Editor’s note: The following essay is an adaptation of an (undated) entry in the notebook of the Lubavitcher Rebbe, Rabbi Menachem Mendel Schneerson, of righteous memory, exploring the moral and spiritual significance of Pascal’s Law of Hydrostatics. While this particular thesis does not, to my knowledge, exist anywhere else in the Rebbe’s voluminous works, it touches upon several concepts that are at the heart of his teachings, including the supreme importance of translating one’s most sublime talents and experiences into concrete deeds, and the potential of every phenomenon to serve as a lesson in how we live our lives.

It must, of course, be added that the Rebbe wrote these notes for himself, and one can at best offer nothing more than an educated guess as to meaning buried in the shorthand of phrases and references that comprise much of these writings.
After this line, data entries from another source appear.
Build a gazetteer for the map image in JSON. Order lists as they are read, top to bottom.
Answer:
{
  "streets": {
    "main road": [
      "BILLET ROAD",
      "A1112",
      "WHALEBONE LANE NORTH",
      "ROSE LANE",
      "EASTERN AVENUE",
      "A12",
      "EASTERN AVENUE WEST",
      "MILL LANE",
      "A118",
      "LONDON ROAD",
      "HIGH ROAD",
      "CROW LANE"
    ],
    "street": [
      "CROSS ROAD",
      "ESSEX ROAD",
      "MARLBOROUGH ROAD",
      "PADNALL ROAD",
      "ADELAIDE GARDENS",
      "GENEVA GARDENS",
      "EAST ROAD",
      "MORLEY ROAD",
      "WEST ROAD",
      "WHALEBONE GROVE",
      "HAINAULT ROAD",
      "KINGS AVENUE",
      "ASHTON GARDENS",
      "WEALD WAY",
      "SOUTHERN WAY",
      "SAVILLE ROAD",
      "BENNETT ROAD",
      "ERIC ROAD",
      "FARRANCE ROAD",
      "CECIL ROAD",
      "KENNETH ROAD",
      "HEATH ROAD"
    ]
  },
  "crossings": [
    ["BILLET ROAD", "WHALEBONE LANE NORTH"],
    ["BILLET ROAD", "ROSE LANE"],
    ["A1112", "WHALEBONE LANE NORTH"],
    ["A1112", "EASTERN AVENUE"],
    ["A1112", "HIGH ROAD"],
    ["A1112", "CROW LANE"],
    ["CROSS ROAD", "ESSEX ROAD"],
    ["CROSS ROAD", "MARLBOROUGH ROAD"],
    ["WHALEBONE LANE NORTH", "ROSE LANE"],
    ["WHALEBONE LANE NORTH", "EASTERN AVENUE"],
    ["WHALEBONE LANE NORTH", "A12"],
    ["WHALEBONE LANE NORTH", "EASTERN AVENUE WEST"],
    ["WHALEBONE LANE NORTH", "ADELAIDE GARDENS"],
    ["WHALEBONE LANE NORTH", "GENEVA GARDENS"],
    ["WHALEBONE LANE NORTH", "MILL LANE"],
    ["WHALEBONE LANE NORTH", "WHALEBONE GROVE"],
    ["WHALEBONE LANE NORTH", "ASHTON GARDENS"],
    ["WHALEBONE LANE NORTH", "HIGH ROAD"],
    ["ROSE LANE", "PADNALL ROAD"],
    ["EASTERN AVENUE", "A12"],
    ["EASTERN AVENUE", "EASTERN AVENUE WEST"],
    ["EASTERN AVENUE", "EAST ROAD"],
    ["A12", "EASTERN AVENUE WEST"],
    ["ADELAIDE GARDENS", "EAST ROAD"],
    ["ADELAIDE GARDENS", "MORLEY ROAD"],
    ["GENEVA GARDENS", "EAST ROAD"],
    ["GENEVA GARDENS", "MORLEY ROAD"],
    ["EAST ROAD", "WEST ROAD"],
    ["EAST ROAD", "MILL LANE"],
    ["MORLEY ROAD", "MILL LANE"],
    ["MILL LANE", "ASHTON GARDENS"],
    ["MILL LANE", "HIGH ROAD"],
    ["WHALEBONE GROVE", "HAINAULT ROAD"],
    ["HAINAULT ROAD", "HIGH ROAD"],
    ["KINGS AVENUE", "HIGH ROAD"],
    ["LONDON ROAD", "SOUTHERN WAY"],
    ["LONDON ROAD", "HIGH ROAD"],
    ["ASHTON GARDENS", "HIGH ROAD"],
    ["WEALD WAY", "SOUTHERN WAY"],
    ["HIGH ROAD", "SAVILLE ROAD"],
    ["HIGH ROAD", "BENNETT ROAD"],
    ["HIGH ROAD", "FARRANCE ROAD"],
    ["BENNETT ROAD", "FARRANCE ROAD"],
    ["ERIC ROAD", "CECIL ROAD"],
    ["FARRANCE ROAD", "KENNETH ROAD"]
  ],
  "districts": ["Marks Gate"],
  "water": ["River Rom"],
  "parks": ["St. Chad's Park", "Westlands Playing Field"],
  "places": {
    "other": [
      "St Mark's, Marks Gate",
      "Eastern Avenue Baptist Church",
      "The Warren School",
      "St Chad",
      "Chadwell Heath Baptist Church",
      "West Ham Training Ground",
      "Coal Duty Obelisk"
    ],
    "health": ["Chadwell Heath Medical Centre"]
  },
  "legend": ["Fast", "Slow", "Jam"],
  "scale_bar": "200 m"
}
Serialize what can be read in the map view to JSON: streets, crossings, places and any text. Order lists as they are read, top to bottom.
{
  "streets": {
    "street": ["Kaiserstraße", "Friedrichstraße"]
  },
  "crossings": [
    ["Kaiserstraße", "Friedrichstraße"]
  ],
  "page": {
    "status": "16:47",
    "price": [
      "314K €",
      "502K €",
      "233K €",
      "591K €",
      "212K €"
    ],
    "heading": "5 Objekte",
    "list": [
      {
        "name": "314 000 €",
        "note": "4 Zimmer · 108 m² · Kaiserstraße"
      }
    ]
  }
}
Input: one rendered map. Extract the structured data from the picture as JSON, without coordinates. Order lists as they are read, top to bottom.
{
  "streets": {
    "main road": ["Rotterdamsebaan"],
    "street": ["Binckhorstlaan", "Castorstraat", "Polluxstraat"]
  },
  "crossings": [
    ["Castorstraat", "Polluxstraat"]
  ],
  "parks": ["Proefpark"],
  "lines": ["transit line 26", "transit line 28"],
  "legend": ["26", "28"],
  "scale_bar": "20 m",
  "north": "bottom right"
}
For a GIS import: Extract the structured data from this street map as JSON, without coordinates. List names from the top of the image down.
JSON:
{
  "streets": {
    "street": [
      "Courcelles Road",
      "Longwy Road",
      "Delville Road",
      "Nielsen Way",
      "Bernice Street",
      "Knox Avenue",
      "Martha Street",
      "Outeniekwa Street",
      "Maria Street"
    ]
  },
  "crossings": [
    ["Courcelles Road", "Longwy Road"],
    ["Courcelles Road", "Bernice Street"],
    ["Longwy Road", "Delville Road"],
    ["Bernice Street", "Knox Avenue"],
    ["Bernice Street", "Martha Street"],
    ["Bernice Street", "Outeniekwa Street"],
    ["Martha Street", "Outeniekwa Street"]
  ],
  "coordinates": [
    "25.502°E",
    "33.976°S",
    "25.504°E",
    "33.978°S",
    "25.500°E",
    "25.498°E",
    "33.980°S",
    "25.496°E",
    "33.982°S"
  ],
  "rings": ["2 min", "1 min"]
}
Who has not fallen prey to the oh-so-human tendency to compare his life to the lives of others? “I am thirty (or thirty-five, or forty) years old. Do you know what So-and-So had achieved by age thirty? What a meager, inconsequential existence I am leading!” Or: “If only I had So-and-So’s mind (or talent, or money), then I’d be able to make a difference and have some impact on the world!”

Such sentiments express a certain perceptive on life: life as a solid, contiguous body, whose impact and weight are proportional to the volume and density of its opportunities, experiences and achievements. Life, however, can be experienced not as a solid but as a fluid substance, whose impact is measured by entirely different criteria. But we are getting ahead of ourselves; let us explain what is meant when we speak of a “solid” versus a “fluid” vision of life.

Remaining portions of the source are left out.